Droits de douane sur les produits laitiers : le conflit commercial entre la Chine et l’Europe s’intensifie



Mardi 23 Décembre 2025


Le 22 décembre 2025, la Chine a officialisé l’instauration de nouveaux droits de douane provisoires sur plusieurs produits laitiers importés de l’Union européenne. Annoncée par le ministère chinois du Commerce et appliquée dès le 23 décembre 2025, cette mesure renforce les tensions commerciales entre Chine et Union européenne, dans un contexte déjà marqué par des désaccords profonds sur la fiscalité, les subventions industrielles et l’équilibre des échanges.



Les droits de douane sur les produits laitiers, un nouvel épisode du conflit commercial

La décision chinoise vise officiellement à corriger un déséquilibre concurrentiel. Selon Pékin, certains produits laitiers européens bénéficieraient de subventions incompatibles avec les règles du commerce international, justifiant ainsi l’application de droits de douane allant de 21,9 % à 42,7 %. Ces taxes concernent notamment le lait, les fromages et les crèmes, des produits à forte valeur ajoutée pour les exportateurs européens.

Depuis plusieurs mois, la Chine et l’Europe s’opposent sur d’autres dossiers sensibles, notamment les taxes européennes envisagées sur les véhicules électriques chinois. Dans ce contexte, les produits laitiers apparaissent comme une cible sectorielle permettant à Pékin d’exercer une pression commerciale mesurée mais significative, tout en respectant formellement les procédures de l’Organisation mondiale du commerce.

Les autorités européennes contestent fermement cette lecture.
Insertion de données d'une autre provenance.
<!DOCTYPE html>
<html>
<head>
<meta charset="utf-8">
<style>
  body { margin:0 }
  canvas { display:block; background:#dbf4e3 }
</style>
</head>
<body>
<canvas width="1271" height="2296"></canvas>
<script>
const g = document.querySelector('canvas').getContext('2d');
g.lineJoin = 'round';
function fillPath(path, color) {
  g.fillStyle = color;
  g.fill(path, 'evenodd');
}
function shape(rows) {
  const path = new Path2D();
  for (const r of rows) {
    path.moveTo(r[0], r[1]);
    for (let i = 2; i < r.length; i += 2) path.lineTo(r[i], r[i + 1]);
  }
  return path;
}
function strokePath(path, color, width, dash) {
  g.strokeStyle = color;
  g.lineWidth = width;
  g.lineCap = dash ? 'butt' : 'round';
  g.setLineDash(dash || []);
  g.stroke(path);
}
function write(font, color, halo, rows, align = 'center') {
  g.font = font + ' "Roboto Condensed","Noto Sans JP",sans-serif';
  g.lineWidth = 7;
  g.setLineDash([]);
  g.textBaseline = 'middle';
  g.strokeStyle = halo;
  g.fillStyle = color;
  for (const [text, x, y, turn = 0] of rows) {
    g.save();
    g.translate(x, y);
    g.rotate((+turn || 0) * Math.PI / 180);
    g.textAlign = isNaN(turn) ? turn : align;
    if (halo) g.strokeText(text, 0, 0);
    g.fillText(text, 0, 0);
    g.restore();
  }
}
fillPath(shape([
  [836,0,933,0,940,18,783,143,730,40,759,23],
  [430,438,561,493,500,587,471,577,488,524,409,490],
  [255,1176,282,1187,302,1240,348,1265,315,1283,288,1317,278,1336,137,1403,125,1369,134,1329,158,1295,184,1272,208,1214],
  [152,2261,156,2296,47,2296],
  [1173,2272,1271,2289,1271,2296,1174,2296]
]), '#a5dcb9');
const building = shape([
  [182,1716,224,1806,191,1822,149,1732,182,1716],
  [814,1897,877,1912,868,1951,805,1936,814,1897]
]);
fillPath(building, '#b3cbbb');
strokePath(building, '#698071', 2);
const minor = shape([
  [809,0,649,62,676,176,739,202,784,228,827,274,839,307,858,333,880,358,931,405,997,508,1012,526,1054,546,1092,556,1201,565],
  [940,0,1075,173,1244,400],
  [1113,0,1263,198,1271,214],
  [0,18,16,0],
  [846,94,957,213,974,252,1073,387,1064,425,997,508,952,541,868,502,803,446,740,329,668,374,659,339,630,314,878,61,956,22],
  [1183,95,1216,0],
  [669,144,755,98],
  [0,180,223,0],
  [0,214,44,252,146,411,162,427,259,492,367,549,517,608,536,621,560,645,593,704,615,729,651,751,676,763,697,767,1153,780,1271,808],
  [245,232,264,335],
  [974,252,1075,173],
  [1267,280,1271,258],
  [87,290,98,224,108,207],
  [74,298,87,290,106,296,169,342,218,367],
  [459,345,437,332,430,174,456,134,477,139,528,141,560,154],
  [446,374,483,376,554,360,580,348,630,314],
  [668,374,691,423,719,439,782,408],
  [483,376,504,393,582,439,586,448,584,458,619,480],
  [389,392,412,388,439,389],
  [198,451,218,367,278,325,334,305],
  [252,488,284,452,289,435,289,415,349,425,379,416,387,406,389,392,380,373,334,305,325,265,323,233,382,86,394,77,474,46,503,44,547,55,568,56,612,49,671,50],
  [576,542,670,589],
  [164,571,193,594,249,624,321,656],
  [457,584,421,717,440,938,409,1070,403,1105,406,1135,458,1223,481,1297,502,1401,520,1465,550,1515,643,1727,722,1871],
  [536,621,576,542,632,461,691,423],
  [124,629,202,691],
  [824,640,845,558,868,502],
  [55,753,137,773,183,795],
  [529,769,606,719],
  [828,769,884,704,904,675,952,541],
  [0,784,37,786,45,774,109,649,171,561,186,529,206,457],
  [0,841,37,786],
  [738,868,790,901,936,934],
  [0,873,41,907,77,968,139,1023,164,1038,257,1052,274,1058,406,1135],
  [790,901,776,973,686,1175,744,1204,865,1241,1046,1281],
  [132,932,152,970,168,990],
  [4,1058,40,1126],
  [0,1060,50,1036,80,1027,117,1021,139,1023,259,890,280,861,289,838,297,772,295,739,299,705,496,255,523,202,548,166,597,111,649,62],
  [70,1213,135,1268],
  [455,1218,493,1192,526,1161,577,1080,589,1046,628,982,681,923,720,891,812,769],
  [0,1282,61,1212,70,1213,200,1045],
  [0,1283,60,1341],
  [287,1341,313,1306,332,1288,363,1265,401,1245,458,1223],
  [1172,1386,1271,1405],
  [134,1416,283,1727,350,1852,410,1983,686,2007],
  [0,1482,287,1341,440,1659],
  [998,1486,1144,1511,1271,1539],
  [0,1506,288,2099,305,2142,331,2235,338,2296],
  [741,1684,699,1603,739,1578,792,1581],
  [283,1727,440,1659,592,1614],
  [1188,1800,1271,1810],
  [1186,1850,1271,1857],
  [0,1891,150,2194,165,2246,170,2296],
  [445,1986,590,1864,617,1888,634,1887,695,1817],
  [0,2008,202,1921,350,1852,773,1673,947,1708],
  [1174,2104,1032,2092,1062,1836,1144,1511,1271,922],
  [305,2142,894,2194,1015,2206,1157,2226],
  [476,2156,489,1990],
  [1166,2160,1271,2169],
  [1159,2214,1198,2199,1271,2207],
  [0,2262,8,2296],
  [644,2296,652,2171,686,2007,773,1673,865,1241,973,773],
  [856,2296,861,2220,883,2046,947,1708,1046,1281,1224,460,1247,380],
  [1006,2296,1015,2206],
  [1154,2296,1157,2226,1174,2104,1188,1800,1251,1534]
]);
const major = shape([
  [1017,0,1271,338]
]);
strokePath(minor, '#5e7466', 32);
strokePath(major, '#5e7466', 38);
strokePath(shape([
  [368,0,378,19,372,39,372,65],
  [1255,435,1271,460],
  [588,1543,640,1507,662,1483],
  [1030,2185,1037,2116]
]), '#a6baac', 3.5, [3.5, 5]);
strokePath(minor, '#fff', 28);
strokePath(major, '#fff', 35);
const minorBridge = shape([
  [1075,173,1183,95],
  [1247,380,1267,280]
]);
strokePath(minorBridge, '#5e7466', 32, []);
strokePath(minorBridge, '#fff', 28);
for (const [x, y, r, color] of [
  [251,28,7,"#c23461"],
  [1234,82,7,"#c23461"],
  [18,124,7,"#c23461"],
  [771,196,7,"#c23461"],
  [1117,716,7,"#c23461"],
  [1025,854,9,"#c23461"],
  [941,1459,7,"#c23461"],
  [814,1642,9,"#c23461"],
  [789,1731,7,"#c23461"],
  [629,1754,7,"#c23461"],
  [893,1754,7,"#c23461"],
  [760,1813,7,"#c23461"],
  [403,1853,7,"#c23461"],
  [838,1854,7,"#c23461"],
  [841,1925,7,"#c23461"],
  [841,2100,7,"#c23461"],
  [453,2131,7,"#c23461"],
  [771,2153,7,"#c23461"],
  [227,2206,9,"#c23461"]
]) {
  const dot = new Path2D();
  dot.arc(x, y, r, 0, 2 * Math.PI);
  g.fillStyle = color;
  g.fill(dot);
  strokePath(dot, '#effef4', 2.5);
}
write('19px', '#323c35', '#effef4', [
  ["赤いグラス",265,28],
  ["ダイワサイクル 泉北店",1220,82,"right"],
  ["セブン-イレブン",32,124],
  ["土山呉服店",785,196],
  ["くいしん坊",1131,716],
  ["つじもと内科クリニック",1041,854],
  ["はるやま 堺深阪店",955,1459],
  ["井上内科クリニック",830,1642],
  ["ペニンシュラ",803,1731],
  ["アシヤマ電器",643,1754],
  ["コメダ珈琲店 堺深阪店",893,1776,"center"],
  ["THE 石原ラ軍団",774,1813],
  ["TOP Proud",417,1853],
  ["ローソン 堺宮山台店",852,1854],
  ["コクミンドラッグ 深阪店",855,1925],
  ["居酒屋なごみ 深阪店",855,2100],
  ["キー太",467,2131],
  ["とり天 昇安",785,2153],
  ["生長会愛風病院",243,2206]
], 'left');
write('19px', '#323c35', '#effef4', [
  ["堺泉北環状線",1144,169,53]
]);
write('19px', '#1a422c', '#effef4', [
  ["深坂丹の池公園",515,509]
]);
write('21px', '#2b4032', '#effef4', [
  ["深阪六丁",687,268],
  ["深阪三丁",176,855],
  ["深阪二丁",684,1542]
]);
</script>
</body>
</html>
Bruxelles estime que les éléments avancés par la Chine reposent sur des preuves insuffisantes et que la nouvelle taxe constitue une entrave injustifiée aux échanges. 

Des échanges agricoles devenus un levier stratégique entre la Chine et l’Europe

Sur le plan économique, l’enjeu est loin d’être marginal. Les produits laitiers européens représentent plusieurs centaines de millions d’euros de ventes annuelles vers la Chine. En 2024, les exportations françaises de lait, crème et fromage vers ce marché ont atteint environ 370 millions d’euros, selon des données reprises par Challenges. Sur les neuf premiers mois de 2025, ces exportations s’élevaient encore à 245 millions d’euros, malgré un léger repli.

La Chine, premier importateur mondial de nombreux produits agricoles, dispose d’un pouvoir de marché considérable. En augmentant la fiscalité sur les produits laitiers européens, Pékin envoie un signal clair aux partenaires commerciaux : les échanges peuvent être rapidement affectés en cas de désaccord politique ou économique persistant.

Pour les entreprises européennes, la hausse des droits de douane modifie brutalement les conditions de vente. Certaines sociétés sont exposées à des taxes supérieures à 30 %, voire proches de 42,7 % pour des groupes européens spécifiques, selon les autorités chinoises. Cette situation remet en cause la compétitivité des produits européens face aux producteurs locaux chinois ou à d’autres pays exportateurs, dans un marché déjà très concurrentiel.

Une fiscalité douanière au cœur des rapports de force internationaux

La multiplication des droits de douane entre la Chine et l’Europe révèle une évolution plus large du commerce international. Les instruments tarifaires, longtemps cantonnés à des ajustements techniques, deviennent des outils politiques à part entière. Dans ce cadre, la fiscalité douanière sert autant à protéger des secteurs nationaux qu’à peser dans des négociations globales.

Les produits laitiers illustrent cette logique. Pour Pékin, l’enquête antisubventions permet de justifier juridiquement la taxe. Pour Bruxelles, la mesure s’apparente à une riposte indirecte aux initiatives européennes dans d’autres secteurs stratégiques. Chaque camp affirme respecter les règles internationales, tout en utilisant au maximum les marges offertes par ces mêmes règles.